This repository provides supplemental information from the following open access paper

Knoph, R. E., Lawrence, J. F., & Francis, D. J. (2023). The Dimensionality of lexical features in general, academic, and disciplinary vocabulary. Scientific Studies of Reading.

This study analyzed 22 word features across three established word lists to determine if latent lexical dimensions exist.  We found five stable factors for high-frequency words and general academic words, while disciplinary vocabulary aligned best with the latter two factors combined:

  • Frequency – composed of frequency measures from a variety of corpora, along with large-grain measures of contextual diversity
  • Complexity – composed of the number or letters, syllables, phonemes, etc., plus Levenshtein distances
  • Proximity – composed of neighborhood densities
  • Polysemy – composed of the number of senses and meanings
  • Diversity – composed of semantic dispersion and (negatively) precision


Explore the Estimated Scores

Download estimated scores for original words


View the Exploratory Factor Analyses Results

These are the results of the exploratory factor analyses across the three reference groups.  Only loadings greater than 0.3 are included in the figures to aid readability.

GSL-Reference Model AWL-Reference Model AVL-DS-Reference Model




Watch the Density Plots

Here you can view the density plots of each lexical dimension by reference model and word sample.

  • Columns represent each of the five lexical dimensions: Frequency, Complexity, Proximity, Polysemy, and Diversity.
  • Rows represent each reference model: the model estimated using words from the General Service List (GSL; West, 1953), words from the Academic Word List (AWL; Coxhead, 2000, and words from the domain-specific section of the Academic Vocabulary List (AVL-DS; Gardner & Davies, 2014).
  • Animations loop through the density plots of four different word sets. The first is estimates for the GSL words, the second is for AWL words, third is for AVL-DS words, and the final is for all three sets of words combined.

You can use this example still image of the top left animation:

  • The plot furthest to the right is estimates on Frequency for GSL words using the GSL-reference model.
  • The middle plot is estimates on Frequency for AWL words using the GSL-reference model.
  • The plot furthest to the left is estimates on Frequency for AVL-DS words using the GSL-reference model.
  • The flat plot that overlaps all of the plots is estimates on Frequency for all of the word sets using the GSL-reference model.

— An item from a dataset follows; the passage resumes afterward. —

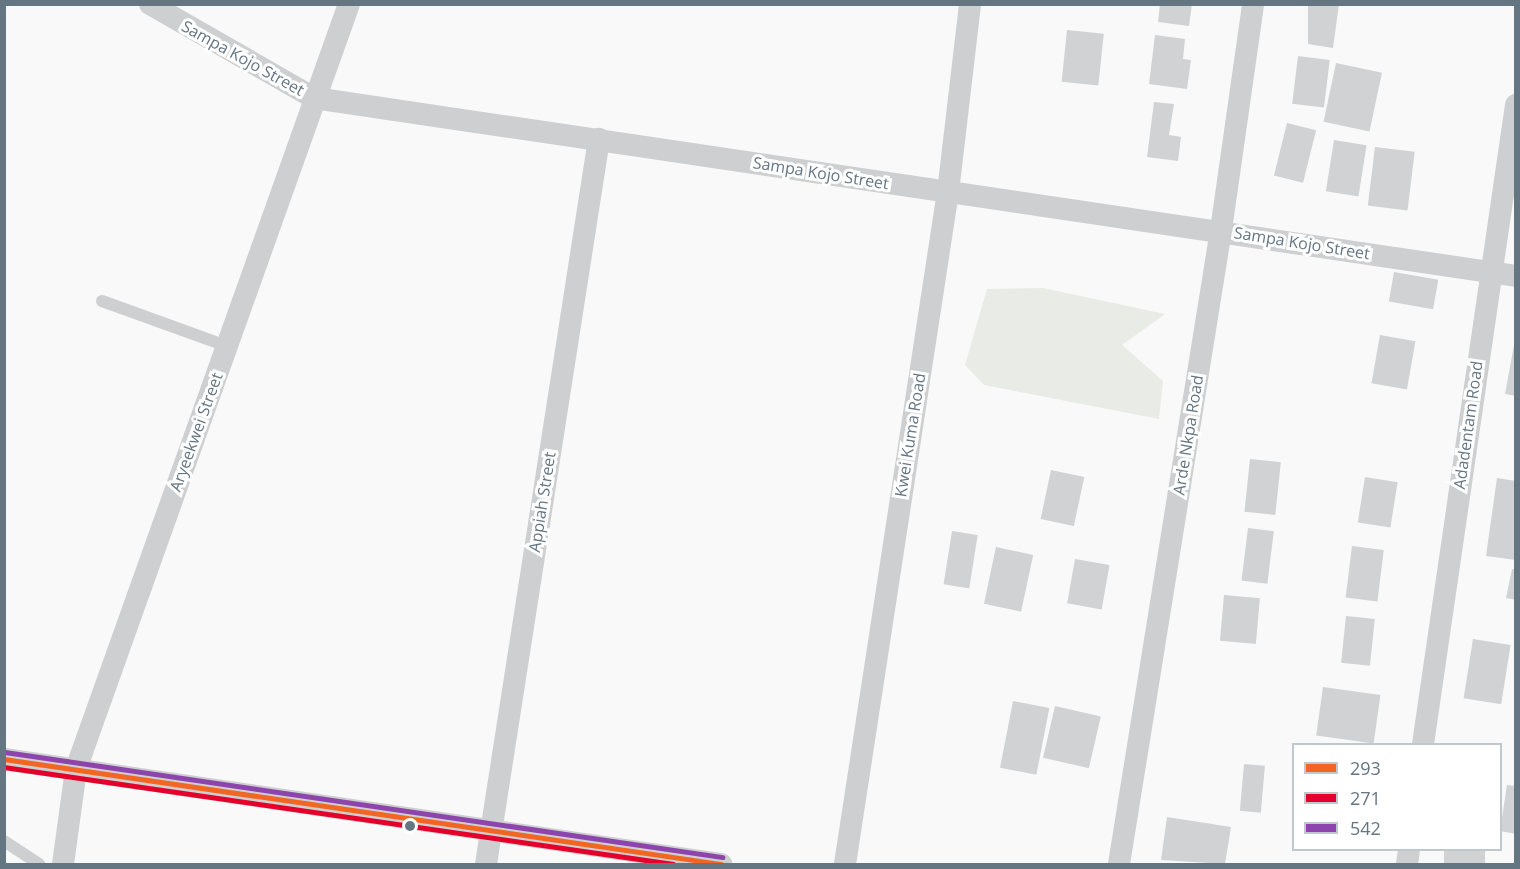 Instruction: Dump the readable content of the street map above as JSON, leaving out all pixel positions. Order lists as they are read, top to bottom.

Density Plot for Word Set 3.909


Animated Representations of Figure 5. Word Set 1 = GSL, Word Set 2 = AWL, Word Set 3 = AVLDS, Word Set 4 = All Words
Frequency Complexity Proximity Polysemy Diversity
GSL-Reference Model
AWL-Reference Model
AVL-DS-Reference Model


Related Work

See related work that uses and discusses these latent dimensions:

Lawrence, J. F., Knoph, R. E., McIlraith, A., Kulesz, P. A., Francis, D. J. (2022). Reading comprehension and academic vocabulary: Exploring relations of item features and reading proficiency. Reading Research Quarterly, 57(2), 669-690.

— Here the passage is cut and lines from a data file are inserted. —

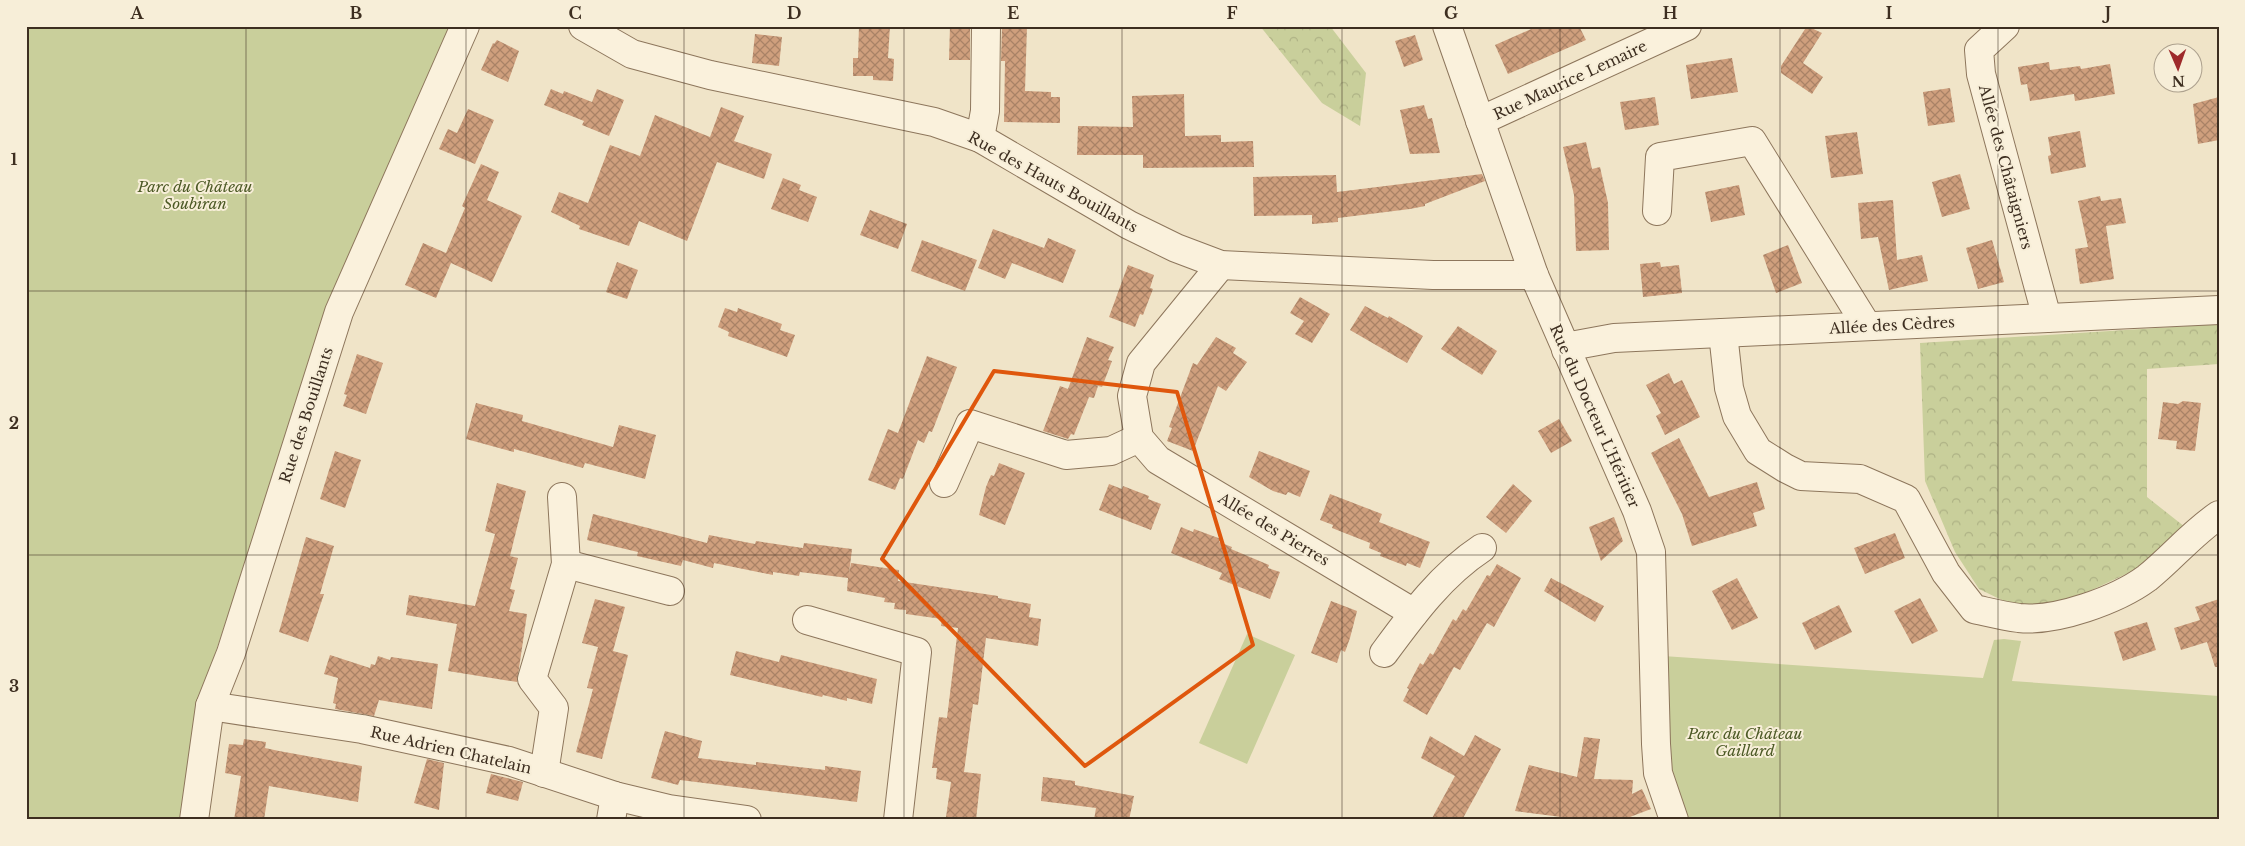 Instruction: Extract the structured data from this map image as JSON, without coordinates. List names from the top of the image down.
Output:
{
  "streets": {
    "street": [
      "Rue Maurice Lemaire",
      "Allée des Châtaigniers",
      "Rue des Hauts Bouillants",
      "Allée des Cèdres",
      "Rue des Bouillants",
      "Rue du Docteur L'Héritier",
      "Allée des Pierres",
      "Rue Adrien Chatelain"
    ]
  },
  "crossings": [
    ["Rue Maurice Lemaire", "Rue du Docteur L'Héritier"],
    ["Allée des Châtaigniers", "Allée des Cèdres"],
    ["Rue des Hauts Bouillants", "Rue du Docteur L'Héritier"],
    ["Allée des Cèdres", "Rue du Docteur L'Héritier"],
    ["Rue des Bouillants", "Rue Adrien Chatelain"]
  ],
  "parks": ["Parc du Château Soubiran", "Parc du Château Gaillard"],
  "north": "bottom",
  "grid": {
    "columns": [
      "A",
      "B",
      "C",
      "D",
      "E",
      "F",
      "G",
      "H",
      "I",
      "J"
    ],
    "rows": ["1", "2", "3"]
  }
}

This study analyzed academic vocabulary assessment data from monolingual English students in middle school to understand the relationship between various word characteristics and students’ knowledge across reading abilities. Results showed that words with multiple meanings (high Polysemy scores) were generally easier for all students.  It also showed that strong readers were more sensitive to word frequency and struggling readers were more sensitive to word complexity.


Lawrence, J. (2022, May 13). Teaching Academic Vocabulary Words. Reading Ways.

This blog discusses the importance of teaching academic vocabulary so that students can understand texts across disciplines in school.  It provides an overview of the two previous research papers for practitioners.